Brief -
Filter the entries for the word "place". Copy each line that has it.

(Stored data entries)
*-*-*

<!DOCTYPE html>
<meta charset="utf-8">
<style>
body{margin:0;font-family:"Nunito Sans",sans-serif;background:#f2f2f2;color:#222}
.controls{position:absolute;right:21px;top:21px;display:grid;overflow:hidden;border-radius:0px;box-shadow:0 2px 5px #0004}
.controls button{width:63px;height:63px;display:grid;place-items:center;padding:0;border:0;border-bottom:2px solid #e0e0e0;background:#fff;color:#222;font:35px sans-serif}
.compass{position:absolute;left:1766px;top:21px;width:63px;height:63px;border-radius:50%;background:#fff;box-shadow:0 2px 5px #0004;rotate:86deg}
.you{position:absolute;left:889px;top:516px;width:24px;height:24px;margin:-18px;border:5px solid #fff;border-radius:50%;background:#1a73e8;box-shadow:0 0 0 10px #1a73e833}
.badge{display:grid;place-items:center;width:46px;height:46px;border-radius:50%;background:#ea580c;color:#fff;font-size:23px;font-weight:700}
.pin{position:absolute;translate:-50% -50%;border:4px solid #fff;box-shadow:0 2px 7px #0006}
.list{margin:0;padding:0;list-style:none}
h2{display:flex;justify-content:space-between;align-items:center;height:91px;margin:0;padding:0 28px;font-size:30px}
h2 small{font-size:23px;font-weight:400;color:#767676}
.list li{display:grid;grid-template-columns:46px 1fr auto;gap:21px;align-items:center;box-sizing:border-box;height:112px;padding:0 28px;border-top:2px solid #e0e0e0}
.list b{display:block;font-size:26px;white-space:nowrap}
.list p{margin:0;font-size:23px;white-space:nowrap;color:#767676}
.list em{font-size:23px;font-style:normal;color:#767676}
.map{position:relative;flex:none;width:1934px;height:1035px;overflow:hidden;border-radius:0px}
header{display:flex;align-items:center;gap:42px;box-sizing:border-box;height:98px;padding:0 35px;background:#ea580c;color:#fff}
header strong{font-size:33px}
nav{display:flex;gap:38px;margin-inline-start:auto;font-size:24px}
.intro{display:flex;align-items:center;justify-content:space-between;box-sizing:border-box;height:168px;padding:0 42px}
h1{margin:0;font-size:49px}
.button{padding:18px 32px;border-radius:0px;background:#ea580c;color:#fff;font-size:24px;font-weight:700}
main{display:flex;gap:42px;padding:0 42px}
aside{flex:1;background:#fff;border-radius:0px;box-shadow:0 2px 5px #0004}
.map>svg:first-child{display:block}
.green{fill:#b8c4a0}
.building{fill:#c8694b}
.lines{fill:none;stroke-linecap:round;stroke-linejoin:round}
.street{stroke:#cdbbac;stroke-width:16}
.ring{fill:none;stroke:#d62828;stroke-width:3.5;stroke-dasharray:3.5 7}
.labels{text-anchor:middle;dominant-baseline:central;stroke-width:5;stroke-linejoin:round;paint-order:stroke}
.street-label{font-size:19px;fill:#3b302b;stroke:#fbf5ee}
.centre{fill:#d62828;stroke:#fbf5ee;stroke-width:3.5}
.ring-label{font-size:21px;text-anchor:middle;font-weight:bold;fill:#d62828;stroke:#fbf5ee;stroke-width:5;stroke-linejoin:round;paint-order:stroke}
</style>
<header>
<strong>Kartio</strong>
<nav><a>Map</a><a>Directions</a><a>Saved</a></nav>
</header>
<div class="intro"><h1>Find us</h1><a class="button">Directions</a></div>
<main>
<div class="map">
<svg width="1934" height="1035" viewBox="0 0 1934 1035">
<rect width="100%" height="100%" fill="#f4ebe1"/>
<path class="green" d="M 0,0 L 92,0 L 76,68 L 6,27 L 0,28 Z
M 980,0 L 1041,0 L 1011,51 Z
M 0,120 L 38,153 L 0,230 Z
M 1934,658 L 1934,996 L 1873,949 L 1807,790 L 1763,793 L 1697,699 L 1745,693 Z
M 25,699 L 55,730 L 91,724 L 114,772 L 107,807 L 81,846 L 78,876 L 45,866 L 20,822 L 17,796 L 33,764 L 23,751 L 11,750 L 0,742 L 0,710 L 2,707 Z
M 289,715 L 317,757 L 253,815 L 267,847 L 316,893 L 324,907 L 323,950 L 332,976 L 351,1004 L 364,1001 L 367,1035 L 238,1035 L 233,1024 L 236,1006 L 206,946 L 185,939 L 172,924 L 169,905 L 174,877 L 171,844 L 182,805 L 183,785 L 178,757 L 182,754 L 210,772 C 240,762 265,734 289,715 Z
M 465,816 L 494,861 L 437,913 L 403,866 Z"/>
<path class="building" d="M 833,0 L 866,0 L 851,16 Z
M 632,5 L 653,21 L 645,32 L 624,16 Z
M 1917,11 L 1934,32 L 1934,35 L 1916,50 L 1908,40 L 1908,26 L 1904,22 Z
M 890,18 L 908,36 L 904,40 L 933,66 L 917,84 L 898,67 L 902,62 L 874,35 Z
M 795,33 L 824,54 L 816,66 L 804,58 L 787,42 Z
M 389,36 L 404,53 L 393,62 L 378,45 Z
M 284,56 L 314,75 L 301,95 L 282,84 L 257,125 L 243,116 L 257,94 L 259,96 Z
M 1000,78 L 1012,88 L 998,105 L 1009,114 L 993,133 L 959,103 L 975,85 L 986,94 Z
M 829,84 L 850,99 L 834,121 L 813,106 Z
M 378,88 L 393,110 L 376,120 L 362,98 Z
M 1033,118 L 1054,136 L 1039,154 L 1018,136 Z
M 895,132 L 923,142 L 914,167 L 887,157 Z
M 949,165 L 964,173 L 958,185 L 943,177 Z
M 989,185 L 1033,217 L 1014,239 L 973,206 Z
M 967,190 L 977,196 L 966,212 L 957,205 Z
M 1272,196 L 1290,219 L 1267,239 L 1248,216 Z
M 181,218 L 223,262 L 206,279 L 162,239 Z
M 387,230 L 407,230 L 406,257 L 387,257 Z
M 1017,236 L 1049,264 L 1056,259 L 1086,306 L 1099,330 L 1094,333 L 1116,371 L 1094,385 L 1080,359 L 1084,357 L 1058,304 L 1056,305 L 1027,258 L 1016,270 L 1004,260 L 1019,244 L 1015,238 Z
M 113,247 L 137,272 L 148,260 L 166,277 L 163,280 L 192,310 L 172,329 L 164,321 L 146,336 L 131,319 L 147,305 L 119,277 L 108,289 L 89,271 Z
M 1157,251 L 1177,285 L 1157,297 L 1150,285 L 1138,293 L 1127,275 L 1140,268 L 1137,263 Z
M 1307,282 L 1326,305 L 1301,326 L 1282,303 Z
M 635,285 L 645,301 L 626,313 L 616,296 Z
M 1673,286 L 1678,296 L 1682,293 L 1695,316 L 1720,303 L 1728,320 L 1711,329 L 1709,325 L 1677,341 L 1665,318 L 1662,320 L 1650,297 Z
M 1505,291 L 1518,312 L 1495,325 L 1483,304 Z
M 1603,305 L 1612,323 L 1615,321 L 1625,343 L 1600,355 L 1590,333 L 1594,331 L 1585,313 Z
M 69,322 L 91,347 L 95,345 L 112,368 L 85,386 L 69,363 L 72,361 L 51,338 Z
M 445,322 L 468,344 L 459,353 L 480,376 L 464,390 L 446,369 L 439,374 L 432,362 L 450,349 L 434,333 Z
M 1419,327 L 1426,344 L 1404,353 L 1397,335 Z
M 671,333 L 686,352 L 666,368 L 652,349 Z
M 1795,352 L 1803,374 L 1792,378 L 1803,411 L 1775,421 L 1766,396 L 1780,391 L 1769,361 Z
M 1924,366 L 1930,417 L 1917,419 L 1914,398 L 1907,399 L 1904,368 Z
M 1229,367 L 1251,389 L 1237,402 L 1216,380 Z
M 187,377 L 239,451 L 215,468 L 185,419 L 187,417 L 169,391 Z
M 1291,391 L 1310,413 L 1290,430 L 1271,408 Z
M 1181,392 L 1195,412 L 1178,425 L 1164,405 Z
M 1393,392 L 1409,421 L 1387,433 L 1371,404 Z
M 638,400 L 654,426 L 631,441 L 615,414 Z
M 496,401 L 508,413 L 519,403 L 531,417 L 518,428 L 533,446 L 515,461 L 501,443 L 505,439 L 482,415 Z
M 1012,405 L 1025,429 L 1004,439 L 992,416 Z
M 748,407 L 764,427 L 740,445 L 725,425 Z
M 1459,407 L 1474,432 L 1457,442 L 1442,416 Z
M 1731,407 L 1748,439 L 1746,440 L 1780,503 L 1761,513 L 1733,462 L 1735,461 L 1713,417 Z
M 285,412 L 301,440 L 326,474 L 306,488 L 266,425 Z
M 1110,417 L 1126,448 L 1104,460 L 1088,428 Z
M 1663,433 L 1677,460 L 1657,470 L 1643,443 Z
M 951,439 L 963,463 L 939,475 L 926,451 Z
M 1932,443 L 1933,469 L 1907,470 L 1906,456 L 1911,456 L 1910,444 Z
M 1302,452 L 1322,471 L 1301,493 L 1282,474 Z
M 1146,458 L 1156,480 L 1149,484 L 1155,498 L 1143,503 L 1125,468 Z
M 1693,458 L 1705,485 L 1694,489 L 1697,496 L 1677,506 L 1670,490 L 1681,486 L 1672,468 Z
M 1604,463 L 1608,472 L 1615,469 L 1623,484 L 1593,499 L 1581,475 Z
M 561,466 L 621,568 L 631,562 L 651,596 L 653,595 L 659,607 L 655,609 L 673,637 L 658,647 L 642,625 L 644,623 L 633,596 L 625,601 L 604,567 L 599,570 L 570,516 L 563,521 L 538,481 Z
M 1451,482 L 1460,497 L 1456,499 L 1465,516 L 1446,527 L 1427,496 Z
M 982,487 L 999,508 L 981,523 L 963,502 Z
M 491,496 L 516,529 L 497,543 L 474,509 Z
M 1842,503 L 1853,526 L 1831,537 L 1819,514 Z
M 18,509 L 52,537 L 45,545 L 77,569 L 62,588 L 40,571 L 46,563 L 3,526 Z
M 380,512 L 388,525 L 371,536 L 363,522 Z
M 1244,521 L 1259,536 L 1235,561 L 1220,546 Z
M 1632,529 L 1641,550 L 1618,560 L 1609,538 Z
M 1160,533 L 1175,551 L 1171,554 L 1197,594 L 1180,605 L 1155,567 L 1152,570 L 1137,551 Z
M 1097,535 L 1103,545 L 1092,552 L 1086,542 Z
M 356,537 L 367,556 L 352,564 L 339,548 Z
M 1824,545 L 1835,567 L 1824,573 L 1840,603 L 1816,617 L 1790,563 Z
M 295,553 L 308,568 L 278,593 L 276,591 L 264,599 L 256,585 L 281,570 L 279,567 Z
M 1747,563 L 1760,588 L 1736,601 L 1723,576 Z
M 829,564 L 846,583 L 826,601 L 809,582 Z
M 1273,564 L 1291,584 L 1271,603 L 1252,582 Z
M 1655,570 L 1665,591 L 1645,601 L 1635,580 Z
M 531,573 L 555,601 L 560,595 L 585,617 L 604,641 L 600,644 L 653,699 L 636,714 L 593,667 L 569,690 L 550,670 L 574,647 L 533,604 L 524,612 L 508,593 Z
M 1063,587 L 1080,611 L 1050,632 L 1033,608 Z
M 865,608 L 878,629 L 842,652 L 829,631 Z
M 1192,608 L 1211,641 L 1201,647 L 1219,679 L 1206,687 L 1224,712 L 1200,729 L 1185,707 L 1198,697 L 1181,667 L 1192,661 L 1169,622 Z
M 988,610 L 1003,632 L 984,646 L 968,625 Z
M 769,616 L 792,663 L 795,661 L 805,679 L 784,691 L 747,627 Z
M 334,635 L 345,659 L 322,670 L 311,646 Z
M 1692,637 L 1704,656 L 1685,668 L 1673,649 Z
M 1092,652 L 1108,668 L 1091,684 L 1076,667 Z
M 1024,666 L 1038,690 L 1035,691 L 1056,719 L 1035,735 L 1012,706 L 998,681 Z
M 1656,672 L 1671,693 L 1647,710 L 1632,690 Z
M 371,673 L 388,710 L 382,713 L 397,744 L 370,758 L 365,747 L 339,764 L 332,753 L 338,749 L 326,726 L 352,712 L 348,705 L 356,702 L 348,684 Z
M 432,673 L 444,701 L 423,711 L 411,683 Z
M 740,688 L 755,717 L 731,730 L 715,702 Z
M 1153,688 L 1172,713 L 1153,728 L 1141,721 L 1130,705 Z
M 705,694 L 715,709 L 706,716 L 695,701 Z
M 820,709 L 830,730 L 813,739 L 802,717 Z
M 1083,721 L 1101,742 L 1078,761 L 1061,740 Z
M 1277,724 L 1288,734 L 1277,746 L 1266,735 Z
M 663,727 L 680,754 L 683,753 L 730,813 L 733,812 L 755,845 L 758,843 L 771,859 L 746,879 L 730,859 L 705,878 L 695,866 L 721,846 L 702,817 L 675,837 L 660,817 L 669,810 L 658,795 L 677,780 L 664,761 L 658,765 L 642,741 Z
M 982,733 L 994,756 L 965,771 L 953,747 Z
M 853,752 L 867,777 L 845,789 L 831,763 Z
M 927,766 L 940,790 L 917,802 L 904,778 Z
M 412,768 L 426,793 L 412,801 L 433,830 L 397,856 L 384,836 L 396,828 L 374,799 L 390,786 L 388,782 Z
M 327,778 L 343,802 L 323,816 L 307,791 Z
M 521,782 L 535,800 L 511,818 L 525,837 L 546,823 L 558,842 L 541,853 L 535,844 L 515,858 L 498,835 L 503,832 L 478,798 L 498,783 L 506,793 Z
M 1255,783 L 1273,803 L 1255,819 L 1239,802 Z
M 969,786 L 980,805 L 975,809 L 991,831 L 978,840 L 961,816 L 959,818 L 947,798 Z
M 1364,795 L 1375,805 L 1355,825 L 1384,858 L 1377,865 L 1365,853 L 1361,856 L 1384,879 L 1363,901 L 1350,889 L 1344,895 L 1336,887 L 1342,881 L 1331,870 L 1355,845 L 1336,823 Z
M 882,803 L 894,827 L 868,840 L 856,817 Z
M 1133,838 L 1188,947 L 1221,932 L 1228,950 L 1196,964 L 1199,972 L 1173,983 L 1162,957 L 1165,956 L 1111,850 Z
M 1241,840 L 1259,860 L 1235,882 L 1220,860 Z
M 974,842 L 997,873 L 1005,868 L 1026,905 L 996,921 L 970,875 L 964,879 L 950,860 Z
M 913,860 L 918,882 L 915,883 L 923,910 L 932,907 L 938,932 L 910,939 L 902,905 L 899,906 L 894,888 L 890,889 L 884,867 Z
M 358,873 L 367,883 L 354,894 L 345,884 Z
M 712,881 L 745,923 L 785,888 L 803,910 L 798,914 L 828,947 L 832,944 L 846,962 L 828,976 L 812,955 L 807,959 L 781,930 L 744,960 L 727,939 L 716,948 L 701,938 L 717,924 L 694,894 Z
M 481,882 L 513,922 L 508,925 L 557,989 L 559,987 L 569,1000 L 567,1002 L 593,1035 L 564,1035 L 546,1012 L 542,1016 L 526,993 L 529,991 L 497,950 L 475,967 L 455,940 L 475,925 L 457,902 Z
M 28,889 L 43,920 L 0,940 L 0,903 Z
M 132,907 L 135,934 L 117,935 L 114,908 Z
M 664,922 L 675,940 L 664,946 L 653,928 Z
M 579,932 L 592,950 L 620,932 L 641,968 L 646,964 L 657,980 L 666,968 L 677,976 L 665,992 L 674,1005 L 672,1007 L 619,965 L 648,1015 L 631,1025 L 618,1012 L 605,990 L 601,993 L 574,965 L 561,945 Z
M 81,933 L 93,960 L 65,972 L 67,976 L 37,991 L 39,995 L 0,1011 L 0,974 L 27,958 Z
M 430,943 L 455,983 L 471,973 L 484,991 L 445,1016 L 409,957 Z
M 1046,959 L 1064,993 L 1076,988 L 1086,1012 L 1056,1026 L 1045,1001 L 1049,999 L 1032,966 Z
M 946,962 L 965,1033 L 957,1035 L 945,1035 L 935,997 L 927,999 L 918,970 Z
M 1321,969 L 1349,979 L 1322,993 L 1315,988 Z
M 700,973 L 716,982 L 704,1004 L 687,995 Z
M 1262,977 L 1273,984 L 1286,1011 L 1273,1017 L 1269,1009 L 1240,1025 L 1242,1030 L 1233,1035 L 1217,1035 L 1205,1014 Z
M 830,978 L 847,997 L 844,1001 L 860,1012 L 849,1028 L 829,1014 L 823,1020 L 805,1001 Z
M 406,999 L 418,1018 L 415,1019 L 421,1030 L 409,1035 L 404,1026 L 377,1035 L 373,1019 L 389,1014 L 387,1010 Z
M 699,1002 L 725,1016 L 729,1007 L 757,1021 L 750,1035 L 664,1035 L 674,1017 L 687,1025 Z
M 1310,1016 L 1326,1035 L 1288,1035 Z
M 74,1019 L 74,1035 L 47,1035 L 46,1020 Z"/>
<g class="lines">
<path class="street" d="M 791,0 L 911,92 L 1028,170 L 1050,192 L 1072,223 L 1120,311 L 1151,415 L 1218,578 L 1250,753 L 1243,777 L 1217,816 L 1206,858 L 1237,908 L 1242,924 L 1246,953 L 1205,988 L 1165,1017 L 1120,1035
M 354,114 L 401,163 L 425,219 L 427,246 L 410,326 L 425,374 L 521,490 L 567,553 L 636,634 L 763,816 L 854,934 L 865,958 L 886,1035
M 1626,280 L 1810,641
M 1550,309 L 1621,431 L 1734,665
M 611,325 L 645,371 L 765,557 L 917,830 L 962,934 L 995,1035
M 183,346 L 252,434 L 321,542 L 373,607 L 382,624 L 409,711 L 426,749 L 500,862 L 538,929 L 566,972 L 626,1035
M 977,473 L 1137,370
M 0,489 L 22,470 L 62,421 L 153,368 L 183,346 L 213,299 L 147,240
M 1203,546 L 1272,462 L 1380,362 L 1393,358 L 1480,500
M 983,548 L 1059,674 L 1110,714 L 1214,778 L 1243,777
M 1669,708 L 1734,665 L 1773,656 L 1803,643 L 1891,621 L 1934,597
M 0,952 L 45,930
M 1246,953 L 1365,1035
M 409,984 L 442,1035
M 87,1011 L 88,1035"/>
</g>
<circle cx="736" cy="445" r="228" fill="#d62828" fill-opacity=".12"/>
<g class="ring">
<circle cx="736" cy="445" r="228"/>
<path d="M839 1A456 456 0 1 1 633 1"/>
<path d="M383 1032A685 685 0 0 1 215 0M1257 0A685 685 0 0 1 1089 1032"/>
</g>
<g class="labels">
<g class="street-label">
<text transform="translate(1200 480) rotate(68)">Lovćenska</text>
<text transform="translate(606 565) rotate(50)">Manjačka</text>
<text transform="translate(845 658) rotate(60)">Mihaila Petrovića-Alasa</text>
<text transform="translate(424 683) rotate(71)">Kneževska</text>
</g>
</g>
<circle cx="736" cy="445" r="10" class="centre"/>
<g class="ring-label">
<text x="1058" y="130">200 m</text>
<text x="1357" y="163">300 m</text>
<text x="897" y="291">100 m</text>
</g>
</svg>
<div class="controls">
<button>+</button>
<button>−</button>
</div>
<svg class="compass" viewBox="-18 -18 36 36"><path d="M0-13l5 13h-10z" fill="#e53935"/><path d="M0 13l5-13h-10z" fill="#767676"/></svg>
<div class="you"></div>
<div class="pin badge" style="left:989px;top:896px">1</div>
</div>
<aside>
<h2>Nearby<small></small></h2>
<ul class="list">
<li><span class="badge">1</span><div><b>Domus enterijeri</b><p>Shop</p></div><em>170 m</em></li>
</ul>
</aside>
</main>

*-*-*

Your solution -
.controls button{width:63px;height:63px;display:grid;place-items:center;padding:0;border:0;border-bottom:2px solid #e0e0e0;background:#fff;color:#222;font:35px sans-serif}
.badge{display:grid;place-items:center;width:46px;height:46px;border-radius:50%;background:#ea580c;color:#fff;font-size:23px;font-weight:700}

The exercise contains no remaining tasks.